Spiced-Up Muffins
photo by Annacia
- Ready In:
- 30mins
- Ingredients:
- 13
- Yields:
-
12 muffins
- Serves:
- 12
ingredients
- 2 cups all-purpose flour
- 2⁄3 cup sugar
- 1 tablespoon baking powder
- 1⁄2 teaspoon salt
- 2 teaspoons nutmeg (grated fresh is best for this recipe)

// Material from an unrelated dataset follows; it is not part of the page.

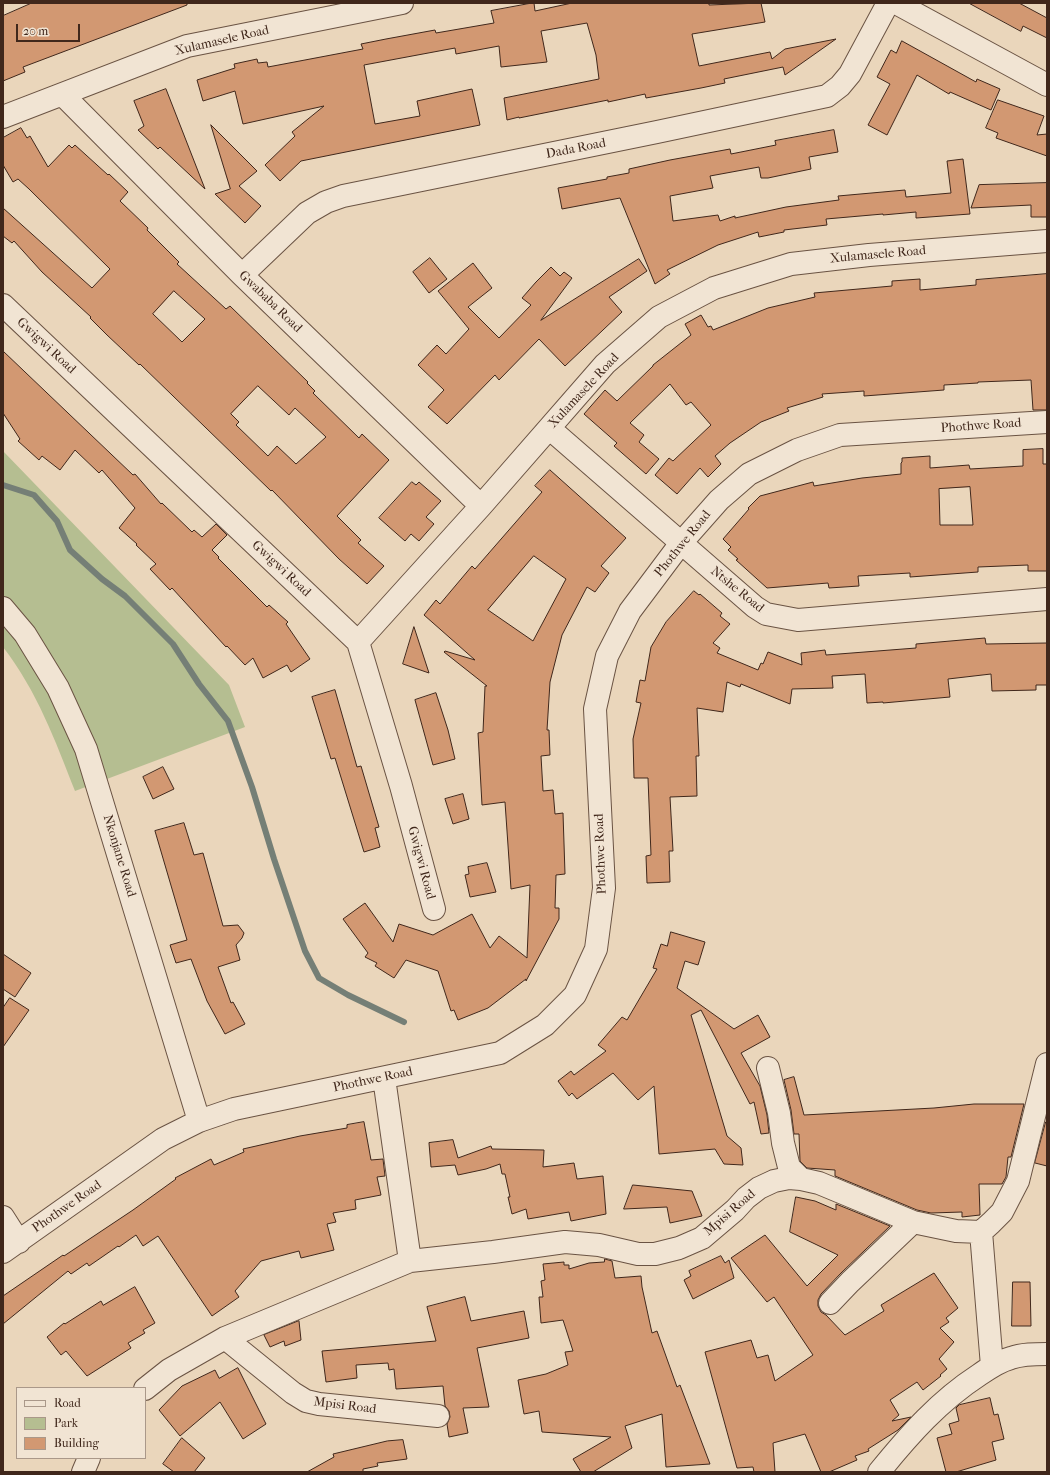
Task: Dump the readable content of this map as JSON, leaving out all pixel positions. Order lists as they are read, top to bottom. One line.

- 1 teaspoon ground cinnamon
- 1⁄2 teaspoon clove
- 1⁄2 teaspoon allspice
- 1 egg
- 1 cup heavy whipping cream
- 1⁄2 cup milk
- 1⁄3 cup unsalted butter, melted
- 1⁄4 cup dried currant (I do not use this in mine as I just love the spices) (optional)
directions
- Preheat oven to 400F (200C) and prepare muffin tins by greasing or lining them with paper.
- In a large bowl, stir together the flour, sugar, baking powder, salt, nutmeg, cinnamon, cloves and allspice - then set aside.
- In a medium bowl, whisk together the egg, cream, milk, melted butter (and currants if you are using them).
- Add the wet ingredients to the dry ingredients and stir JUST UNTIL BLENDED (do not overmix).
- Spoon into the muffin tins, filling 2/3rds full.
- Bake for about 20 minutes or until pick comes out clean.
- Cool in tins for 5 minutes before removing to wire rack to cool completely.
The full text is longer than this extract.